**DATA RECORDS:**
_ _ _ _ _ _ _
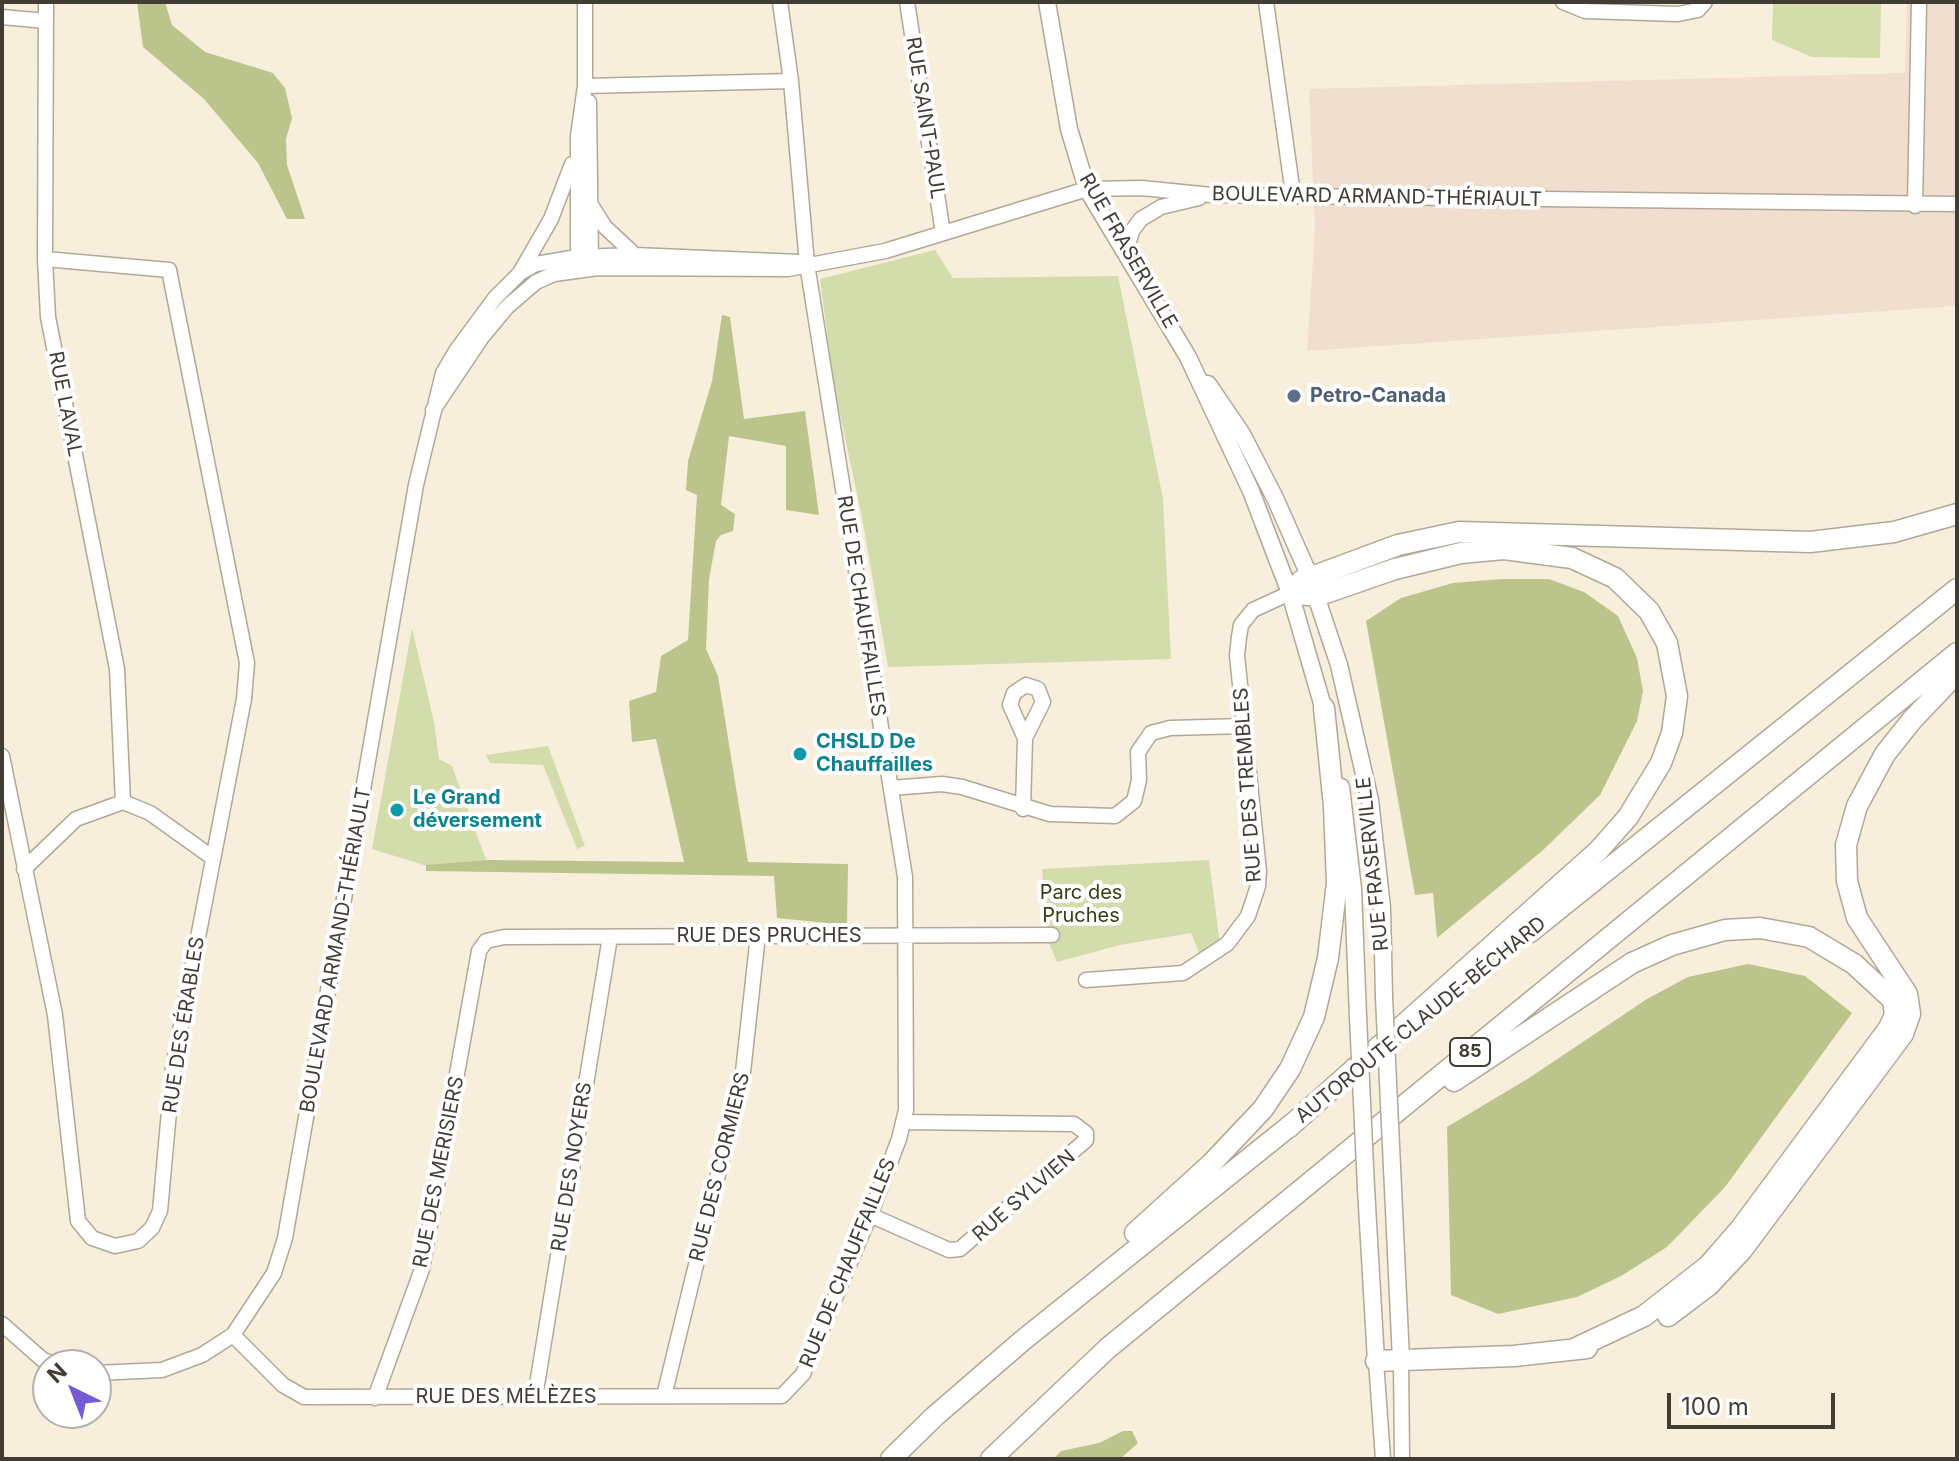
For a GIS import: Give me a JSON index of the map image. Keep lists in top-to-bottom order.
{
  "streets": {
    "highway": ["AUTOROUTE CLAUDE-BÉCHARD", "85"],
    "main road": ["RUE FRASERVILLE"],
    "street": [
      "RUE SAINT-PAUL",
      "BOULEVARD ARMAND-THÉRIAULT",
      "RUE LAVAL",
      "RUE DE CHAUFFAILLES",
      "RUE DES TREMBLES",
      "RUE DES PRUCHES",
      "RUE DES ÉRABLES",
      "RUE DES NOYERS",
      "RUE DES CORMIERS",
      "RUE DES MERISIERS",
      "RUE SYLVIEN",
      "RUE DES MÉLÈZES"
    ]
  },
  "crossings": [
    ["RUE SAINT-PAUL", "BOULEVARD ARMAND-THÉRIAULT"],
    ["BOULEVARD ARMAND-THÉRIAULT", "RUE FRASERVILLE"],
    ["BOULEVARD ARMAND-THÉRIAULT", "RUE DE CHAUFFAILLES"],
    ["BOULEVARD ARMAND-THÉRIAULT", "RUE DES MÉLÈZES"],
    ["RUE FRASERVILLE", "RUE DES TREMBLES"],
    ["RUE LAVAL", "RUE DES ÉRABLES"],
    ["RUE DE CHAUFFAILLES", "RUE DES PRUCHES"],
    ["RUE DE CHAUFFAILLES", "RUE SYLVIEN"],
    ["RUE DE CHAUFFAILLES", "RUE DES MÉLÈZES"],
    ["RUE DES PRUCHES", "RUE DES NOYERS"],
    ["RUE DES PRUCHES", "RUE DES CORMIERS"],
    ["RUE DES PRUCHES", "RUE DES MERISIERS"],
    ["RUE DES NOYERS", "RUE DES MÉLÈZES"],
    ["RUE DES CORMIERS", "RUE DES MÉLÈZES"],
    ["RUE DES MERISIERS", "RUE DES MÉLÈZES"]
  ],
  "parks": ["Parc des Pruches"],
  "places": ["Petro-Canada", "CHSLD De Chauffailles", "Le Grand déversement"],
  "scale_bar": "100 m",
  "north": "top left"
}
_ _ _ _ _ _ _
**WHAT TO DO:**
Return a verbatim transcription of the data, omitting all images.

**RESPONSE:**
For a GIS import: Give me a JSON index of the map image. Keep lists in top-to-bottom order.
{
  "streets": {
    "highway": ["AUTOROUTE CLAUDE-BÉCHARD", "85"],
    "main road": ["RUE FRASERVILLE"],
    "street": [
      "RUE SAINT-PAUL",
      "BOULEVARD ARMAND-THÉRIAULT",
      "RUE LAVAL",
      "RUE DE CHAUFFAILLES",
      "RUE DES TREMBLES",
      "RUE DES PRUCHES",
      "RUE DES ÉRABLES",
      "RUE DES NOYERS",
      "RUE DES CORMIERS",
      "RUE DES MERISIERS",
      "RUE SYLVIEN",
      "RUE DES MÉLÈZES"
    ]
  },
  "crossings": [
    ["RUE SAINT-PAUL", "BOULEVARD ARMAND-THÉRIAULT"],
    ["BOULEVARD ARMAND-THÉRIAULT", "RUE FRASERVILLE"],
    ["BOULEVARD ARMAND-THÉRIAULT", "RUE DE CHAUFFAILLES"],
    ["BOULEVARD ARMAND-THÉRIAULT", "RUE DES MÉLÈZES"],
    ["RUE FRASERVILLE", "RUE DES TREMBLES"],
    ["RUE LAVAL", "RUE DES ÉRABLES"],
    ["RUE DE CHAUFFAILLES", "RUE DES PRUCHES"],
    ["RUE DE CHAUFFAILLES", "RUE SYLVIEN"],
    ["RUE DE CHAUFFAILLES", "RUE DES MÉLÈZES"],
    ["RUE DES PRUCHES", "RUE DES NOYERS"],
    ["RUE DES PRUCHES", "RUE DES CORMIERS"],
    ["RUE DES PRUCHES", "RUE DES MERISIERS"],
    ["RUE DES NOYERS", "RUE DES MÉLÈZES"],
    ["RUE DES CORMIERS", "RUE DES MÉLÈZES"],
    ["RUE DES MERISIERS", "RUE DES MÉLÈZES"]
  ],
  "parks": ["Parc des Pruches"],
  "places": ["Petro-Canada", "CHSLD De Chauffailles", "Le Grand déversement"],
  "scale_bar": "100 m",
  "north": "top left"
}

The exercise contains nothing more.